As anyone who has visited Green and Stone will know, the shop is filled to the rafters with art materials jostling for the attention of the artist in search of inspiration, and there is, of course, always something to be found. But not only is the shop like an enormous larder for artists needing to stock themselves up for several filling meals, it is also one of London’s premier curiosity shops, for within these walls there are laid out, with a keen curatorial eye, a delicious medley of antiques, ranging from primeval fossilised ammonites to comparatively contemporary late-nineteenth century French glassware and exquisite handmade English watercolour boxes, crafted by bewilderingly keen eyes. But my favourites, out of all these pieces of history are the confit pots, collected from markets in France. With their broad, shapely form and tough structure they are imposing pieces of pottery, with a profound utilitarian aura, but this does not detriment from their beauty, because it is their very toughness and lack of uptight delicacy in the application of the almost pungent mustard yellow glaze that makes them so full of character, exuding a rustic charm redolent of French provincial cooking and living, the sort expounded by Elizabeth David and so feverishly loved by Keith Floyd.

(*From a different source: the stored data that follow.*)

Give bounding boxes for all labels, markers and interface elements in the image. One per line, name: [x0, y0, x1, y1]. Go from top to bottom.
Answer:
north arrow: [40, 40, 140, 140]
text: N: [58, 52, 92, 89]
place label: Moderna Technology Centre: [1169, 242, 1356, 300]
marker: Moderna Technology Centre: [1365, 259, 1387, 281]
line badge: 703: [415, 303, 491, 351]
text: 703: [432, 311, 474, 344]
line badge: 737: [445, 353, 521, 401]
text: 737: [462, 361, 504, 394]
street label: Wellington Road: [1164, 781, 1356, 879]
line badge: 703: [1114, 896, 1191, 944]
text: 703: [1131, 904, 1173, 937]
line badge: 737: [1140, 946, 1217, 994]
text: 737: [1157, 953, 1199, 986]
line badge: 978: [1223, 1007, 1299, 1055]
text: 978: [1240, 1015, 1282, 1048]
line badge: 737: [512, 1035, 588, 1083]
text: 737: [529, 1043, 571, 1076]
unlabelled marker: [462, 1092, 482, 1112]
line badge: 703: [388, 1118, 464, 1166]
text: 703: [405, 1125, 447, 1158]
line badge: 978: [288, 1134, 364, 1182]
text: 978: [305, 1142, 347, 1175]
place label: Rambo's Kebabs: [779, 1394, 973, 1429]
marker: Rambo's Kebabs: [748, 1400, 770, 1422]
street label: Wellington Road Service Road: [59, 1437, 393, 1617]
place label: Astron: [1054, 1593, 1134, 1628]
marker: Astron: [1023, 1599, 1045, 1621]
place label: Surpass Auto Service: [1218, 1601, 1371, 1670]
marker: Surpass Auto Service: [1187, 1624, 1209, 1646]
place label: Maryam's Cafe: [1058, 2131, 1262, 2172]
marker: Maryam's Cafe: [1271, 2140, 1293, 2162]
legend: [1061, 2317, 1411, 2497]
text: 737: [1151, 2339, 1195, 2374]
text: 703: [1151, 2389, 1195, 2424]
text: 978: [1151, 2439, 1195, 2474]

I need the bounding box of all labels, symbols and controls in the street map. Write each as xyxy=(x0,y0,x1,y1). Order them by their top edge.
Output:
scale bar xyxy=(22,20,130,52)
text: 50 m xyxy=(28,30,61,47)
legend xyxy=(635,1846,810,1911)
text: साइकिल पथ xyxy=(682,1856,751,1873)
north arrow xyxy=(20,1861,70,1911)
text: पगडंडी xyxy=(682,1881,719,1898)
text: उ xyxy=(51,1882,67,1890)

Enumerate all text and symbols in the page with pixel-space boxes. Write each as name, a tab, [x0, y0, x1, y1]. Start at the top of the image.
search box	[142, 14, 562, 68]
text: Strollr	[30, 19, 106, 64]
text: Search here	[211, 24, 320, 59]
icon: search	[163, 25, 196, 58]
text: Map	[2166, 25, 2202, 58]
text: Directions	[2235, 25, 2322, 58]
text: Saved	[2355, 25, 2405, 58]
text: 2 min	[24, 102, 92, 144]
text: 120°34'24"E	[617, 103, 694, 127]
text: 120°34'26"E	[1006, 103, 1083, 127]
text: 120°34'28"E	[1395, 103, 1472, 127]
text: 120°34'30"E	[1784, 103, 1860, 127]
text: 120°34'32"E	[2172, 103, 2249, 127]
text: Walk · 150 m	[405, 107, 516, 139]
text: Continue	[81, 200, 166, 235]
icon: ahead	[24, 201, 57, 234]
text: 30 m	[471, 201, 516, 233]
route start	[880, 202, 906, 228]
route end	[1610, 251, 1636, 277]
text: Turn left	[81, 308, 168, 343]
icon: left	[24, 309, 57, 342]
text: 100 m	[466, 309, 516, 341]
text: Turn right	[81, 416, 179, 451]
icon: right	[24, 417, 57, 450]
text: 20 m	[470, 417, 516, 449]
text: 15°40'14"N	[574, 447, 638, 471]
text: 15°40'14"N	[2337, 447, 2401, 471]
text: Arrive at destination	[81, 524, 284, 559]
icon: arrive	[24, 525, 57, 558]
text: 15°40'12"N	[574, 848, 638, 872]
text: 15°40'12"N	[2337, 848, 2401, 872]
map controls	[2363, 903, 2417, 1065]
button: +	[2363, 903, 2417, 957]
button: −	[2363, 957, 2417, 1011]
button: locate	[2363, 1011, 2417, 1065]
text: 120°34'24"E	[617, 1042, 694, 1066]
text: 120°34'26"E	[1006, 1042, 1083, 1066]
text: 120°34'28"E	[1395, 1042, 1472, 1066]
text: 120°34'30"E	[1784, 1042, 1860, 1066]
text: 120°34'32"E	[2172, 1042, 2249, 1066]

Confit is the French word that means “to preserve” and it is these mustard and sap green pots which were used for storing succulent cooked meats like confit d’oie (preserved goose) and confit de canard (preserved duck) which could later be made into cassoulet, for example. These pots were then buried in the cool ground or stored in larders. This storage process preserved the cooked meat without refrigeration and could then be enjoyed throughout the winter. The bottom halves were left unglazed for burying in the ground since the glaze would just fall off when buried in the ground. The glaze line marks the depth at which the pot was buried. Indeed, it is this half-glazed look which differentiates them most from other pots. Occasionally, you will see confit pots in a creamy off white, these pots were not buried and were covered in a full glaze and like many things once considered only worthy of the poor they are now considered incredibly swish. In those days modern refrigeration had not been invented, so confit pots were made in enormous numbers, indeed, they were the go-to nineteenth century preservation device, like Tupperware, or a Kilner jar. Nowadays, whilst the production methods of confit meats has hardly changed, the vessel in which confit is stored has, and so confit pots have lost their useful purpose, to tins and jars.

Like I said, the original purpose of these pots is now gone, and they are now only items of beauty and historical interest. But who first took interest in them, aesthetically speaking? Well, number one, would have to be Vincent van Gogh, who nearly always partnered his sunflowers with a mustardy pot, creating a wild exposition of yellow. In this sense, maybe van Gogh’s very own yellow confit pot is the most unwittingly famous pot in the world, seen by millions (billions?), caught in paint for all time. If you look carefully through van Gogh’s paintings you will see the pots appearing again and again, for example Still Life with a Plate of Onions features a sly green confit pot with a spout peeping out behind a table. Van Gogh painted his sunflowers in Arles, in the south of France, and it is the south-west region of Perigord nearby where confit is the noted speciality. Generally speaking, the green glazed pots come from north of the Loire, and yellow from south of the Loire. I think in some way the association with van Gogh is why the appeal of the pots is so strong, and also why unlike other pottery a chip is not considered detrimental, but rather characterful and beneficial to the object’s ability to tell a story. So, if you feel like your still life is lacking a certain je ne sais quoi, perhaps, a confit pot is the answer. 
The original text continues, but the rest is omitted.